Mais Youssouf Touré accuse des responsables du bureau local de l’Office du Niger d’être  alliés aux acheteurs qui sont allés dans le bureau du directeur de zone pour que ce dernier les aide afin qu’ils gardent leurs champs. Et Touré d’ajouter que les acheteurs et le directeur de zone sont du même parti: le Rassemblement pour le Mali(RPM).

Ainsi, il raconte avec détail comment lui-même aurait contribué à l’implantation du RPM de Bamako jusqu’à Diabaly.  «J’ai dis que si c’est une question de parti, moi-même je faisais partie du RPM ; j’étais à Lafiabougou, comité 34. Quand IBK démissionnait de l’ADEMA, c’est nous qui avons été son premier club de soutien jusqu’à la création du RPM. Il y a un ancien député RPM de Niono du nom de Bou Touré qui ne s’entendait pas avec mon père », a-t-il déclaré.

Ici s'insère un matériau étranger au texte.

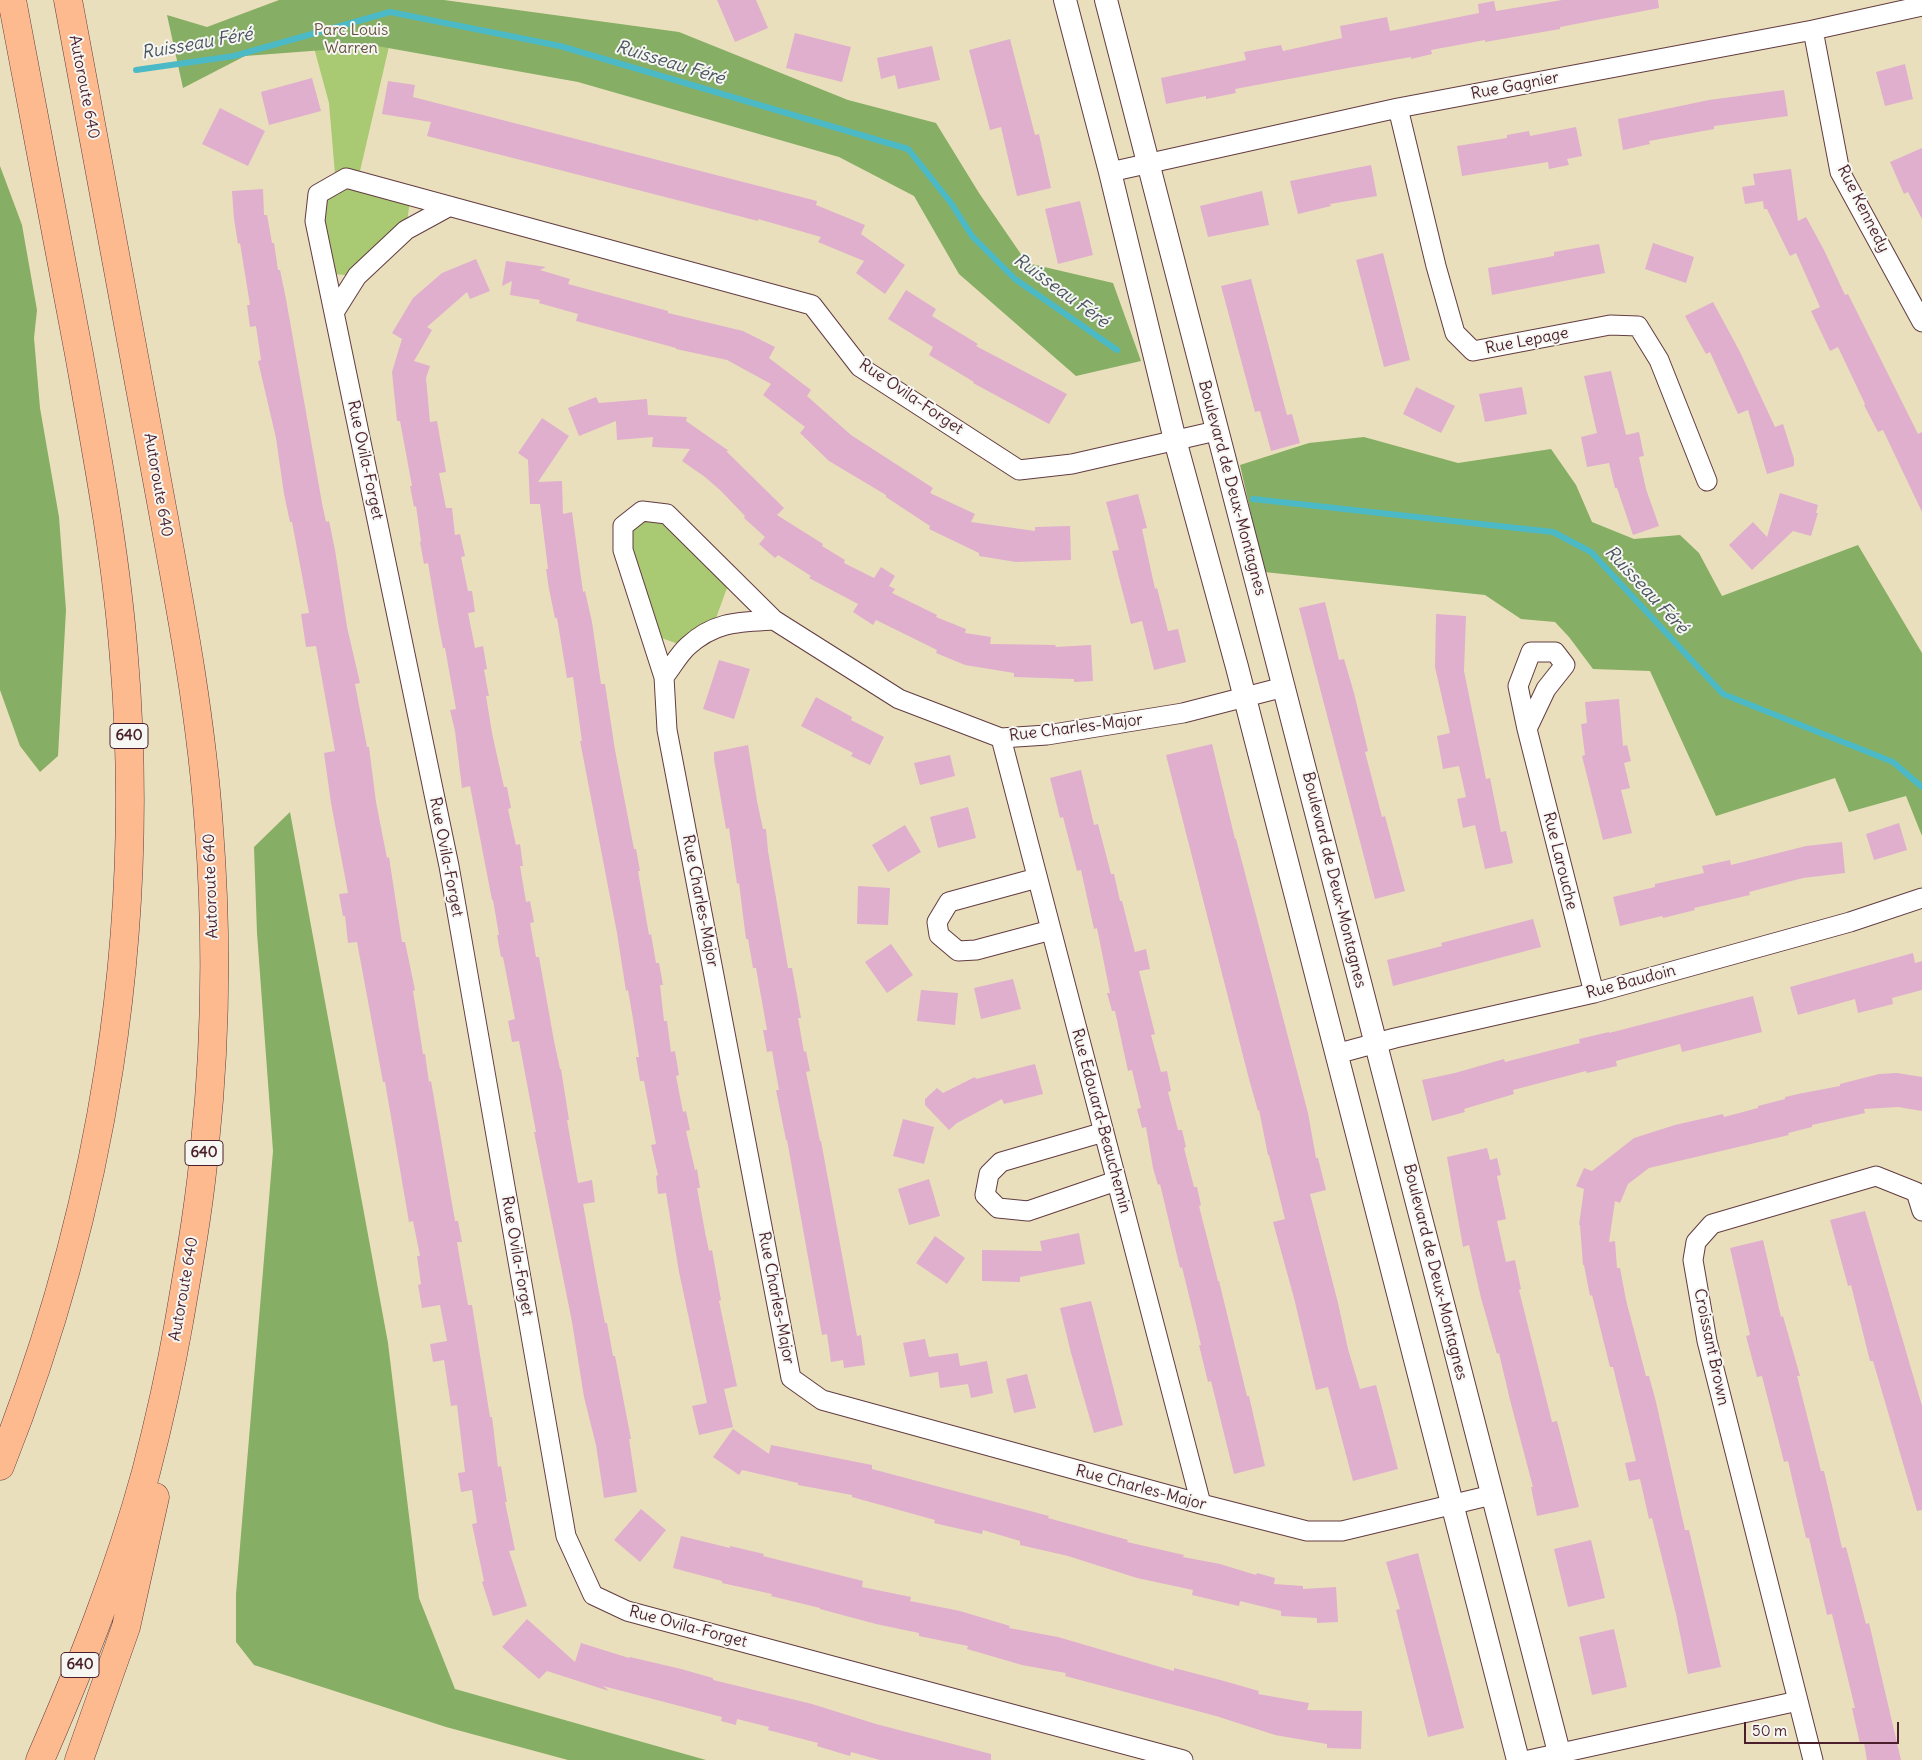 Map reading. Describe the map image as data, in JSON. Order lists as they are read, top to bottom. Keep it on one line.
{"streets":{"highway":["Autoroute 640","640"],"street":["Rue Gagnier","Rue Kennedy","Rue Lepage","Rue Ovila-Forget","Boulevard de Deux-Montagnes","Rue Charles-Major","Rue Larouche","Rue Baudoin","Rue Edouard-Beauchemin","Croissant Brown"]},"crossings":[["Rue Gagnier","Rue Kennedy"],["Rue Gagnier","Rue Lepage"],["Rue Gagnier","Boulevard de Deux-Montagnes"],["Rue Ovila-Forget","Boulevard de Deux-Montagnes"],["Boulevard de Deux-Montagnes","Rue Charles-Major"],["Boulevard de Deux-Montagnes","Rue Baudoin"],["Rue Charles-Major","Rue Edouard-Beauchemin"],["Rue Larouche","Rue Baudoin"]],"water":["Ruisseau Féré"],"parks":["Parc Louis Warren"],"scale_bar":"50 m"}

Incapables d’obtenir un terrain d’entente, les protagonistes ont porté l’affaire devant le tribunal local. Au moment où la procédure était en cours, les acheteurs sont allés exploiter le champ en 2019. «Nous avons appelé le directeur de zone pour lui expliquer le problème et lui dire que nous n’avons pas envie de polémiques. Il nous a dit de rester calmes et qu’il aura une solution. Mais à notre insu, le même directeur de zone a dit aux paysans qu’ils peuvent exploiter les champs et qu’il n’y aura rien puisqu’il a étudié avec le procureur et qu’il sait comment gérer », a-t-il raconté.

Convocation des     djihadistes

Lors d’un entretien houleux dans le bureau de l’ancien juge, Youssouf a indiqué qu’il y a eu un jugement inéquitable parce qu’il était à Conakry quand la date a été fixée. « J’ai fait intervenir un avocat pour leur demander de reporter le jugement en attendant mon retour. J’ai dis monsieur le président tant que vous n’arrêtez pas ces mensonges les djihadistes ne vont jamais perdre au Mali. Je lui ai expliqué que parmi ces gens-là il y a eu des personnes pour me convoquer chez les djihadistes à Farabougou à 35 km de Diabali dans la brousse », a-t-il commenté.

Touré dit avoir été à la rencontre des djihadistes, et leur avoir expliqué comment le problème est venu. « Ils m’ont laissé partir et ont promis d’organiser une rencontre commune entre les plaignants et moi. Mais après, ceux qui ont porté l’affaire devant les djihadistes étaient eux-mêmes injoignables ; lorsque je les ai rappelés ils m’ont dit que les plaignants ne s’étaient pas présentés de nouveau. Plus tard, le numéro qui m’avait appelé ne passait plus et c’est ainsi que n’ai pas encore été contacté par les djihadistes », a-t-il commenté.

En attendant que les juges de Bamako ne se prononcent sur cette affaire, Youssouf Touré ne cache pas sa colère contre la justice du pays. «Comment avoir la paix en voulant étouffer quelqu’un qui agonise déjà? J’ai fait un appel du jugement du juge de Niono  parce que les gens m’ont encouragé. Mais avant cela, j’ai écrit au Premier ministre, au ministre de l’Agriculture, au médiateur de la République », a-t-il révélé.